▶ PROBLEM REQUIREMENTS
Whatever appears in the data below, copy it exactly.

▶ DATA UNDER STUDY
-----

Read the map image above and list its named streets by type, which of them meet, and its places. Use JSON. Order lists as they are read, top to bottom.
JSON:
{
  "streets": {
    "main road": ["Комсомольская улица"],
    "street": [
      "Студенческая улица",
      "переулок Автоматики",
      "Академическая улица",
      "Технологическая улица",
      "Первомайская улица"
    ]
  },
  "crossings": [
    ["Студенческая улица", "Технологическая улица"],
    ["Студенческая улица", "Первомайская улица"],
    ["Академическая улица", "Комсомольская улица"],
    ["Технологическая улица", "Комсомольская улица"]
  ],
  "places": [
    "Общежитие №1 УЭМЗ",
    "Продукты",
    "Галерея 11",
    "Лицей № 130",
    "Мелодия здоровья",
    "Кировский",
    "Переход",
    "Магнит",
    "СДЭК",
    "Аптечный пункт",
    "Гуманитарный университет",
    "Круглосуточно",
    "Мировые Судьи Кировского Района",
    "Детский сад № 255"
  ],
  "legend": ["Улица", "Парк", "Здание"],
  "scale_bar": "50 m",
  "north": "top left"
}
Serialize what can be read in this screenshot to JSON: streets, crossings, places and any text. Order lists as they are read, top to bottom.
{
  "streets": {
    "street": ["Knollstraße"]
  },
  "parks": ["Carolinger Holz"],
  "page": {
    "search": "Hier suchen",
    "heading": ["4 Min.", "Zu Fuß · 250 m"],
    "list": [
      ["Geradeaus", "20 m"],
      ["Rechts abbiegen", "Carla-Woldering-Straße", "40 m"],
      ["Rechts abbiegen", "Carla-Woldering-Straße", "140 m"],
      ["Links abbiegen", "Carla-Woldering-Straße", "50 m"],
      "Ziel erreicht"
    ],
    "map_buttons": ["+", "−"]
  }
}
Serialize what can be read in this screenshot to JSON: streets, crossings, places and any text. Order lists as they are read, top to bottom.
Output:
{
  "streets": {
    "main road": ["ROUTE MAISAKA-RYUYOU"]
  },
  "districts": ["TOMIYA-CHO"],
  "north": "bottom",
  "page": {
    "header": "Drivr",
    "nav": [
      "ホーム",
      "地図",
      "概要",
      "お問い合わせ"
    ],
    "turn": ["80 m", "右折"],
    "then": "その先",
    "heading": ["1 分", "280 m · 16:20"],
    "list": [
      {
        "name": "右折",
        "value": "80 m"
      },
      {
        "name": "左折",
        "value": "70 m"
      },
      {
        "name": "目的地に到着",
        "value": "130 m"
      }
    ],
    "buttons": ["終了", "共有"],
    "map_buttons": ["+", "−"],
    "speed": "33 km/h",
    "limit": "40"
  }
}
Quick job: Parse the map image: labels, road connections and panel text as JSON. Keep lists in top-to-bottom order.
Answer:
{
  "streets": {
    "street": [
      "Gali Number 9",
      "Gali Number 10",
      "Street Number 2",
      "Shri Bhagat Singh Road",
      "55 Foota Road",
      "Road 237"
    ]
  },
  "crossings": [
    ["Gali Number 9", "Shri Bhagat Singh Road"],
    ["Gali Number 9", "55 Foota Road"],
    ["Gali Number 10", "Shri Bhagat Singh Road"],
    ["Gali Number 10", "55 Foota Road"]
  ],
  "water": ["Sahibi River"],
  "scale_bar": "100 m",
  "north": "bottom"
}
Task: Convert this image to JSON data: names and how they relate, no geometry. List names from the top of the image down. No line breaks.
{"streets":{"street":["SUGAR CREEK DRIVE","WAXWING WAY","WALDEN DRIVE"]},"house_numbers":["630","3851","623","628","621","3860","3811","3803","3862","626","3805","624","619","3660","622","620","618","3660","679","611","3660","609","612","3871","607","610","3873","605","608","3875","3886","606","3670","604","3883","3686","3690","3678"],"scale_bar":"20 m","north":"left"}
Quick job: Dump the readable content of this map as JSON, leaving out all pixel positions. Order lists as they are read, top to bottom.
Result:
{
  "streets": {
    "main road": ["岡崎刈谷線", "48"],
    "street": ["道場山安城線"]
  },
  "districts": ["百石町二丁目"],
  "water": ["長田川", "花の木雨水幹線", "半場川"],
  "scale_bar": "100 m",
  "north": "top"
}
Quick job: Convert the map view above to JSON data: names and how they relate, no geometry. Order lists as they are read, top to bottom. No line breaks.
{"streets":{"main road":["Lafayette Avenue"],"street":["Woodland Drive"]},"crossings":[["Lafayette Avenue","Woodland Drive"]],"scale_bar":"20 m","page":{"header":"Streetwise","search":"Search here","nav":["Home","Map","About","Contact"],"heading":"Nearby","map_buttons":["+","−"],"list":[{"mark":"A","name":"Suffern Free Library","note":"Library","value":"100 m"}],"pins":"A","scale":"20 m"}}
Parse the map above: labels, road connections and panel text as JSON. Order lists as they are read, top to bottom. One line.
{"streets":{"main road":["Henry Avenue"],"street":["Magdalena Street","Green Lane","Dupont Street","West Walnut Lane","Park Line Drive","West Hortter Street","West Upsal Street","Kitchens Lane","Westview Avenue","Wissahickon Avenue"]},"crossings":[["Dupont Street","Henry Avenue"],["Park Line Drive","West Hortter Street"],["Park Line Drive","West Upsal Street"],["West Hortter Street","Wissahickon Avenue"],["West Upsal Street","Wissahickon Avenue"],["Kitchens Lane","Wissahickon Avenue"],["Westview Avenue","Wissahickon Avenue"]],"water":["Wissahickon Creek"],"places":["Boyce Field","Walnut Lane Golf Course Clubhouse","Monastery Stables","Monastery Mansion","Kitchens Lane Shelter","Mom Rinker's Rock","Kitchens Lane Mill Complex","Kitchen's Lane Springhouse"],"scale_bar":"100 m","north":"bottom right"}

-----

▶ OUTPUT FOR THIS EXERCISE
Read the map image above and list its named streets by type, which of them meet, and its places. Use JSON. Order lists as they are read, top to bottom.
JSON:
{
  "streets": {
    "main road": ["Комсомольская улица"],
    "street": [
      "Студенческая улица",
      "переулок Автоматики",
      "Академическая улица",
      "Технологическая улица",
      "Первомайская улица"
    ]
  },
  "crossings": [
    ["Студенческая улица", "Технологическая улица"],
    ["Студенческая улица", "Первомайская улица"],
    ["Академическая улица", "Комсомольская улица"],
    ["Технологическая улица", "Комсомольская улица"]
  ],
  "places": [
    "Общежитие №1 УЭМЗ",
    "Продукты",
    "Галерея 11",
    "Лицей № 130",
    "Мелодия здоровья",
    "Кировский",
    "Переход",
    "Магнит",
    "СДЭК",
    "Аптечный пункт",
    "Гуманитарный университет",
    "Круглосуточно",
    "Мировые Судьи Кировского Района",
    "Детский сад № 255"
  ],
  "legend": ["Улица", "Парк", "Здание"],
  "scale_bar": "50 m",
  "north": "top left"
}
Serialize what can be read in this screenshot to JSON: streets, crossings, places and any text. Order lists as they are read, top to bottom.
{
  "streets": {
    "street": ["Knollstraße"]
  },
  "parks": ["Carolinger Holz"],
  "page": {
    "search": "Hier suchen",
    "heading": ["4 Min.", "Zu Fuß · 250 m"],
    "list": [
      ["Geradeaus", "20 m"],
      ["Rechts abbiegen", "Carla-Woldering-Straße", "40 m"],
      ["Rechts abbiegen", "Carla-Woldering-Straße", "140 m"],
      ["Links abbiegen", "Carla-Woldering-Straße", "50 m"],
      "Ziel erreicht"
    ],
    "map_buttons": ["+", "−"]
  }
}
Serialize what can be read in this screenshot to JSON: streets, crossings, places and any text. Order lists as they are read, top to bottom.
Output:
{
  "streets": {
    "main road": ["ROUTE MAISAKA-RYUYOU"]
  },
  "districts": ["TOMIYA-CHO"],
  "north": "bottom",
  "page": {
    "header": "Drivr",
    "nav": [
      "ホーム",
      "地図",
      "概要",
      "お問い合わせ"
    ],
    "turn": ["80 m", "右折"],
    "then": "その先",
    "heading": ["1 分", "280 m · 16:20"],
    "list": [
      {
        "name": "右折",
        "value": "80 m"
      },
      {
        "name": "左折",
        "value": "70 m"
      },
      {
        "name": "目的地に到着",
        "value": "130 m"
      }
    ],
    "buttons": ["終了", "共有"],
    "map_buttons": ["+", "−"],
    "speed": "33 km/h",
    "limit": "40"
  }
}
Quick job: Parse the map image: labels, road connections and panel text as JSON. Keep lists in top-to-bottom order.
Answer:
{
  "streets": {
    "street": [
      "Gali Number 9",
      "Gali Number 10",
      "Street Number 2",
      "Shri Bhagat Singh Road",
      "55 Foota Road",
      "Road 237"
    ]
  },
  "crossings": [
    ["Gali Number 9", "Shri Bhagat Singh Road"],
    ["Gali Number 9", "55 Foota Road"],
    ["Gali Number 10", "Shri Bhagat Singh Road"],
    ["Gali Number 10", "55 Foota Road"]
  ],
  "water": ["Sahibi River"],
  "scale_bar": "100 m",
  "north": "bottom"
}
Task: Convert this image to JSON data: names and how they relate, no geometry. List names from the top of the image down. No line breaks.
{"streets":{"street":["SUGAR CREEK DRIVE","WAXWING WAY","WALDEN DRIVE"]},"house_numbers":["630","3851","623","628","621","3860","3811","3803","3862","626","3805","624","619","3660","622","620","618","3660","679","611","3660","609","612","3871","607","610","3873","605","608","3875","3886","606","3670","604","3883","3686","3690","3678"],"scale_bar":"20 m","north":"left"}
Quick job: Dump the readable content of this map as JSON, leaving out all pixel positions. Order lists as they are read, top to bottom.
Result:
{
  "streets": {
    "main road": ["岡崎刈谷線", "48"],
    "street": ["道場山安城線"]
  },
  "districts": ["百石町二丁目"],
  "water": ["長田川", "花の木雨水幹線", "半場川"],
  "scale_bar": "100 m",
  "north": "top"
}
Quick job: Convert the map view above to JSON data: names and how they relate, no geometry. Order lists as they are read, top to bottom. No line breaks.
{"streets":{"main road":["Lafayette Avenue"],"street":["Woodland Drive"]},"crossings":[["Lafayette Avenue","Woodland Drive"]],"scale_bar":"20 m","page":{"header":"Streetwise","search":"Search here","nav":["Home","Map","About","Contact"],"heading":"Nearby","map_buttons":["+","−"],"list":[{"mark":"A","name":"Suffern Free Library","note":"Library","value":"100 m"}],"pins":"A","scale":"20 m"}}
Parse the map above: labels, road connections and panel text as JSON. Order lists as they are read, top to bottom. One line.
{"streets":{"main road":["Henry Avenue"],"street":["Magdalena Street","Green Lane","Dupont Street","West Walnut Lane","Park Line Drive","West Hortter Street","West Upsal Street","Kitchens Lane","Westview Avenue","Wissahickon Avenue"]},"crossings":[["Dupont Street","Henry Avenue"],["Park Line Drive","West Hortter Street"],["Park Line Drive","West Upsal Street"],["West Hortter Street","Wissahickon Avenue"],["West Upsal Street","Wissahickon Avenue"],["Kitchens Lane","Wissahickon Avenue"],["Westview Avenue","Wissahickon Avenue"]],"water":["Wissahickon Creek"],"places":["Boyce Field","Walnut Lane Golf Course Clubhouse","Monastery Stables","Monastery Mansion","Kitchens Lane Shelter","Mom Rinker's Rock","Kitchens Lane Mill Complex","Kitchen's Lane Springhouse"],"scale_bar":"100 m","north":"bottom right"}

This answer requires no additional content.